Large parts of House on Haunted Hill is horror music from the old school, with Hammer-style pipe organs, forlorn string writing and forbidding brass crescendos intoning a dismal dirge of the dead. ‘Main Title’, ‘House Humongous’, ‘Funky Old House’ freely adopt this style, creating a sense of Gothic grandeur and recapitulating the ominous three-note motif for the house itself, while in ‘Hans Verbosemann’ and ‘Sorry Tulip’ there are some darkly romantic waltzes, encapsulating the perverted nature of the relationship between Price and Evelyn. The choral work in ‘The Price Petard’ is quite beautiful, and then ‘Misty Misogamy’, unexpectedly features some light jazz, complete with muted trumpets and brushed percussion. Talk about a mixed bag!

At completely the other end of the scale, Davis engages in some highly dissonant, highly inventive, but extremely savage choral work, in which the voices not so much sing or chant, but wail and shriek. In cues such as ‘Pencil Neck’, ‘Melissa In Wonderland’, ‘Blackburn’s Surprise’ and the peculiar ‘Soirée À Saturation’, you can tell what they are saying some of the time – the Latin “dies irae” is a phrase occasionally audible through the hubbub – but the overall effect is utterly bone-chilling. Not at all nice to listen to, but effective nonetheless. ‘No Exit’ has a cool brass progression of the spine-tingling variety, ‘Surprise’ is a mass of orchestral terror, ‘Price Pestiferous’ has a surprisingly Arabic inflection, with unusually-bowed strings and rattles, while in ‘Struggling to Escape’ Davis suddenly enters rock territory – to great effect. And then there are the action cues – ‘Coagulatory Calamity’, ‘Encountering Mr. Blackburn’ and the entire finale from ‘Epiphanic Evelyn’ onwards – many of which sound like variations on Chris Young’s work on the Hellraiser series.

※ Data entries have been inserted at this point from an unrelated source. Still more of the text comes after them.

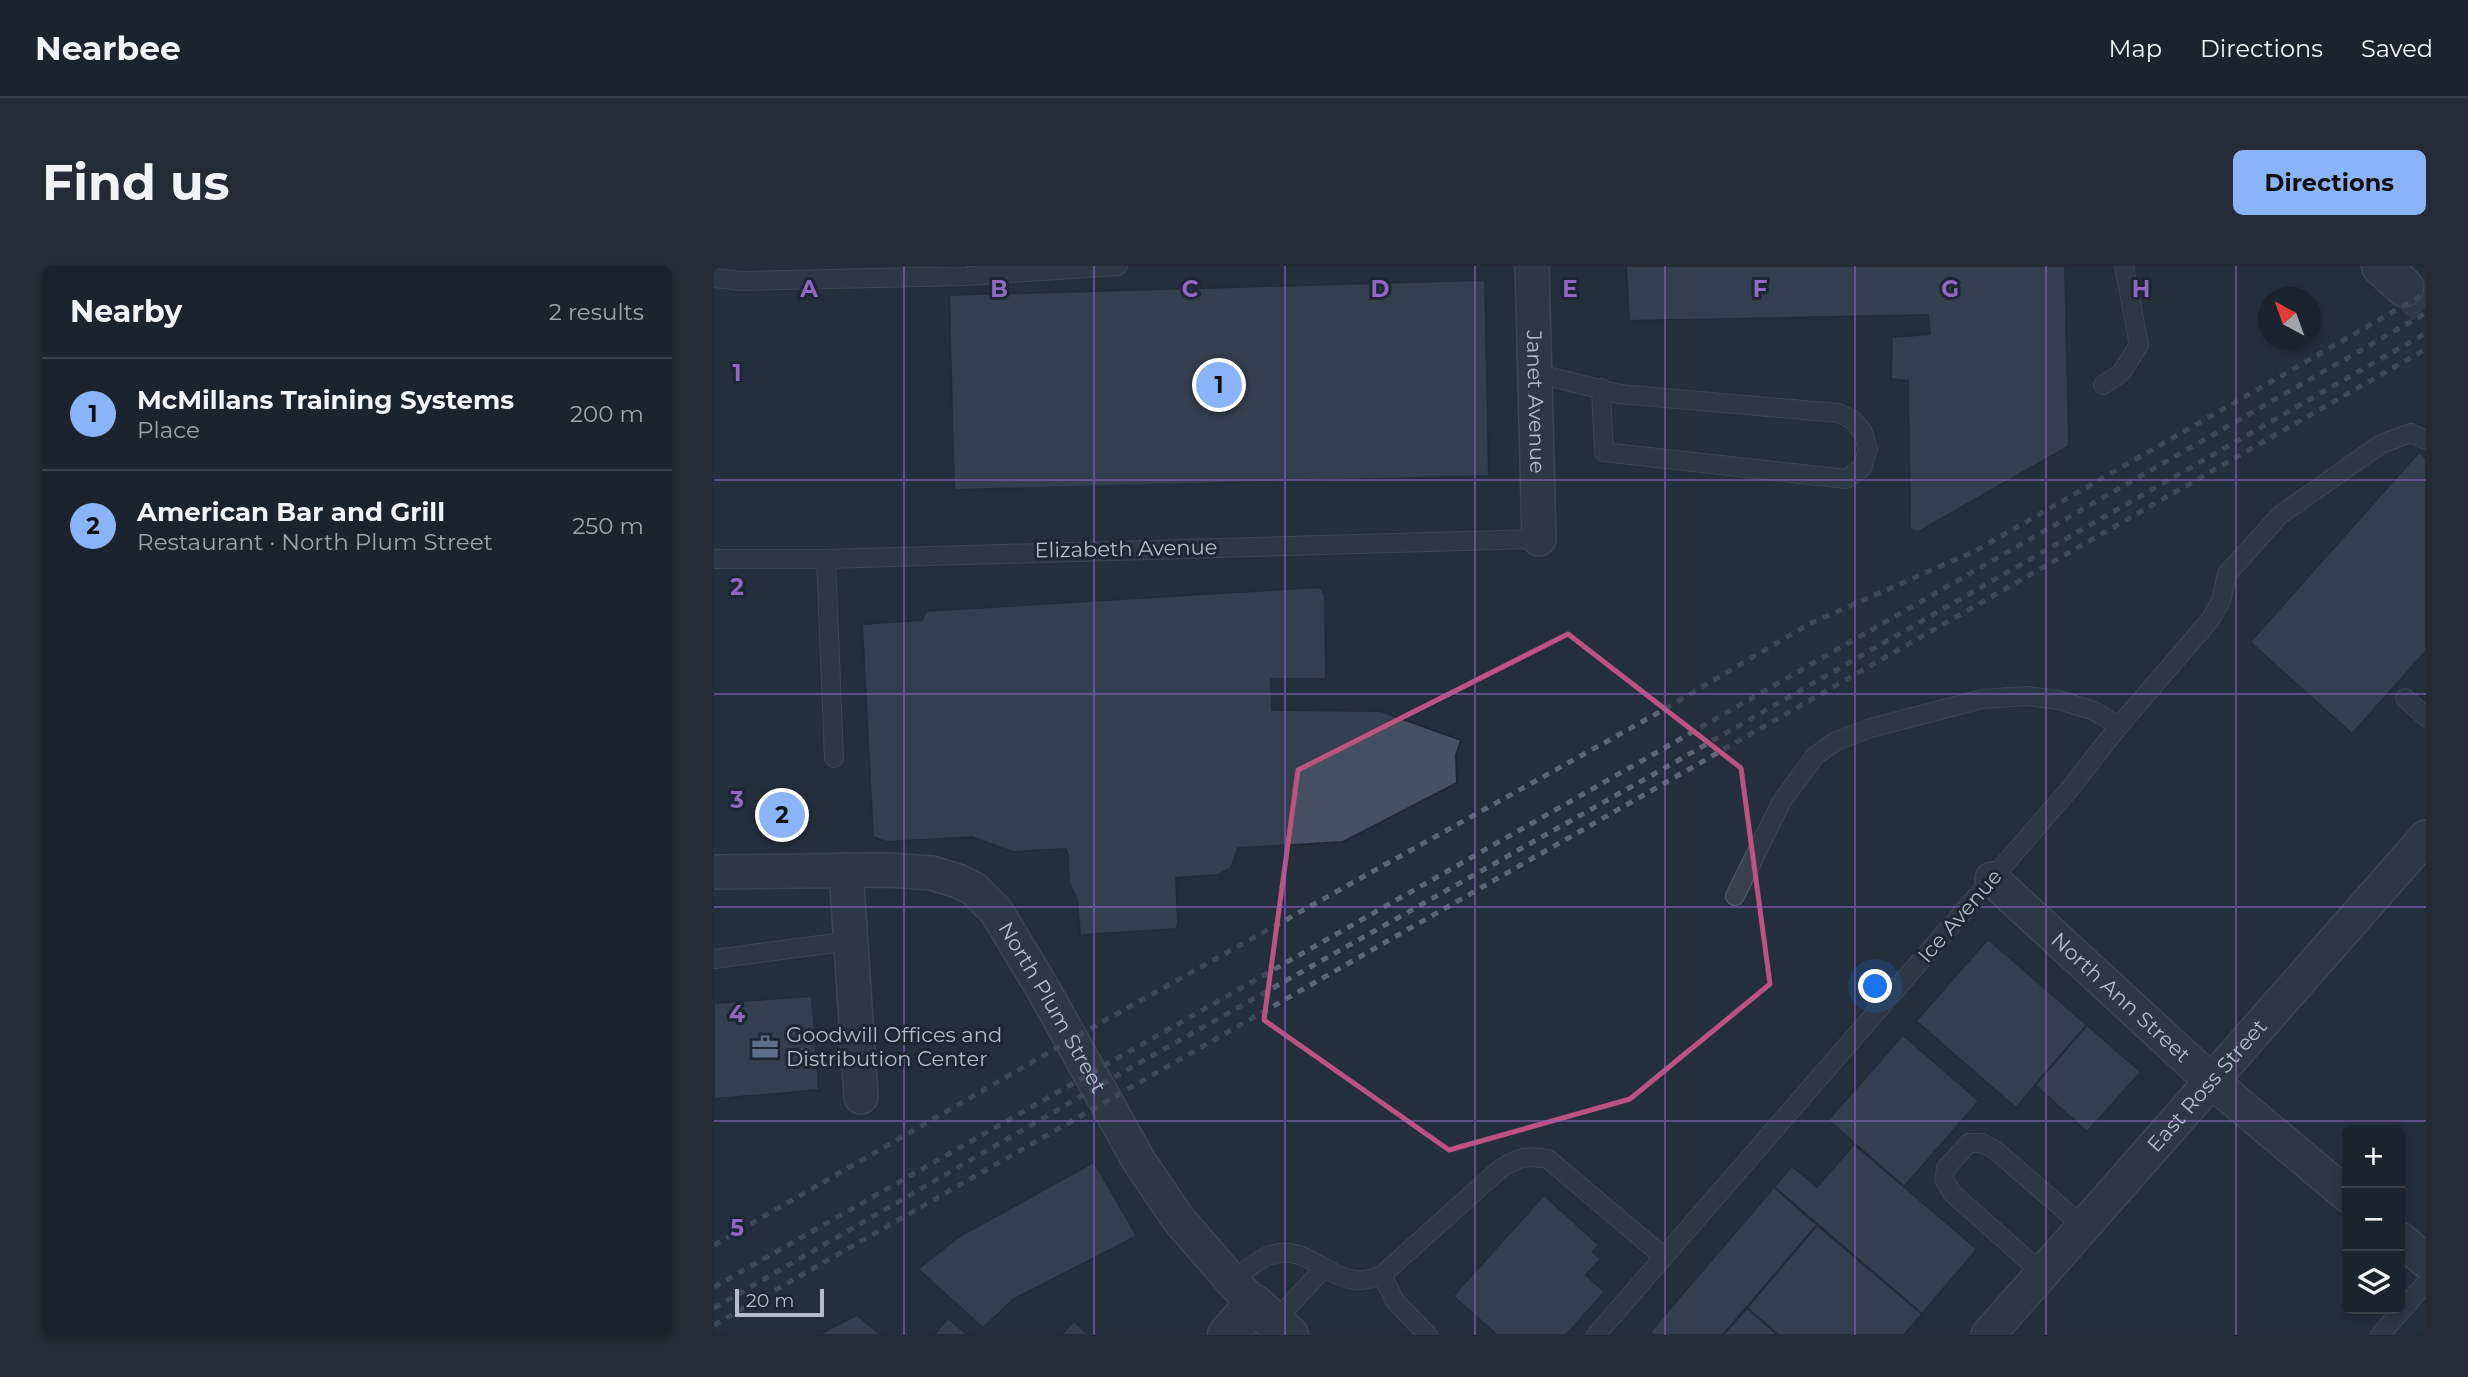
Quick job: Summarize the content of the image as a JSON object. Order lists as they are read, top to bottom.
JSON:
{
  "streets": {
    "street": [
      "Janet Avenue",
      "North Ann Street",
      "North Plum Street",
      "East Ross Street"
    ],
    "lane": ["Elizabeth Avenue", "Ice Avenue"]
  },
  "crossings": [
    ["Janet Avenue", "Elizabeth Avenue"],
    ["Ice Avenue", "North Ann Street"],
    ["North Ann Street", "East Ross Street"]
  ],
  "places": {
    "office": ["Goodwill Offices and Distribution Center"]
  },
  "scale_bar": "20 m",
  "north": "top left",
  "page": {
    "header": "Nearbee",
    "nav": ["Map", "Directions", "Saved"],
    "buttons": "Directions",
    "title": "Find us",
    "heading": ["Nearby", "2 results"],
    "list": [
      {
        "mark": "1",
        "name": "McMillans Training Systems",
        "note": "Place",
        "value": "200 m"
      },
      {
        "mark": "2",
        "name": "American Bar and Grill",
        "note": "Restaurant · North Plum Street",
        "value": "250 m"
      }
    ],
    "pins": ["1", "2"],
    "map_buttons": ["+", "−"],
    "scale": "20 m"
  },
  "grid": {
    "columns": [
      "A",
      "B",
      "C",
      "D",
      "E",
      "F",
      "G",
      "H"
    ],
    "rows": [
      "1",
      "2",
      "3",
      "4",
      "5"
    ]
  }
}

It’s just a shame that such a great score couldn’t have been written for a better movie, and I sincerely hope that Don Davis isn’t tarred with the same brush as his cohorts on the movie. It would be a great shame if his efforts were dismissed by association. This is a problem which Davis will have to work at if he is to ascend to the heights that many are predicting for him. With the exception of Bound and The Matrix, the majority of Davis’s scores to date have been written for largely unsuccessful films, both critically and commercially, and he’s far too talented to be wasting his time on the likes of Warriors of Virtue, House of Frankenstein and Universal Soldier: The Return. Of course, no-one intentionally chooses to score a flop movie, but if he’s not careful he’s going to end up joining the list of great composers who are never given a proper chance due to their lackluster filmography. And as a footnote: check out the clever cue titles!

Rating: ****

Track Listing:

  • Main Title (2:29)
  • Pencil Neck (1:05)
  • Hans Verbosemann (1:47)
  • House Humongous (1:20)
  • Piano Quarter in G Minor, Op.25 (written by Johannes Brahms, arranged by Don Davis) (2:32)
  • Funky Old House (1:52)
  • No Exit (1:08)
  • Gun Control (1:25)
  • Surprise (1:20)
  • Price Pestiferous (1:35)
  • Misty Misogamy (1:53)
  • Coagulatory Calamity (3:59)
  • Melissa In Wonderland (3:45)
  • Sorry Tulip (1:25)
  • Struggling to Escape (1:47)
  • Soirée À Saturation (3:18)
  • One The House (1:34)
  • Dead But Nice (2:05)
  • Blackburn’s Surprise (0:48)
  • Encountering Mr. Blackburn (2:03)
  • The Price Petard (1:58)
  • Epiphanic Evelyn (3:48)
  • The Corpus Delecti Committee Meeting (2:26)
  • Price in Perpetuity (2:55)
  • The Beast With The Least (3:06)

Running Time: 54 minutes 18 seconds

Varèse Sarabande VSD-6088 (1999)

Music composed and conducted by Don Davis. Orchestrations by Erik Lundborg, Ira Hearshen and Don Davis. Featured musical soloists Jason Miller, Mark Zimoski and Don Davis. Recorded and mixed by Armin Steiner. Edited by Joe E. Rand. Mastered by Larry Mah. Album produced by Don Davis.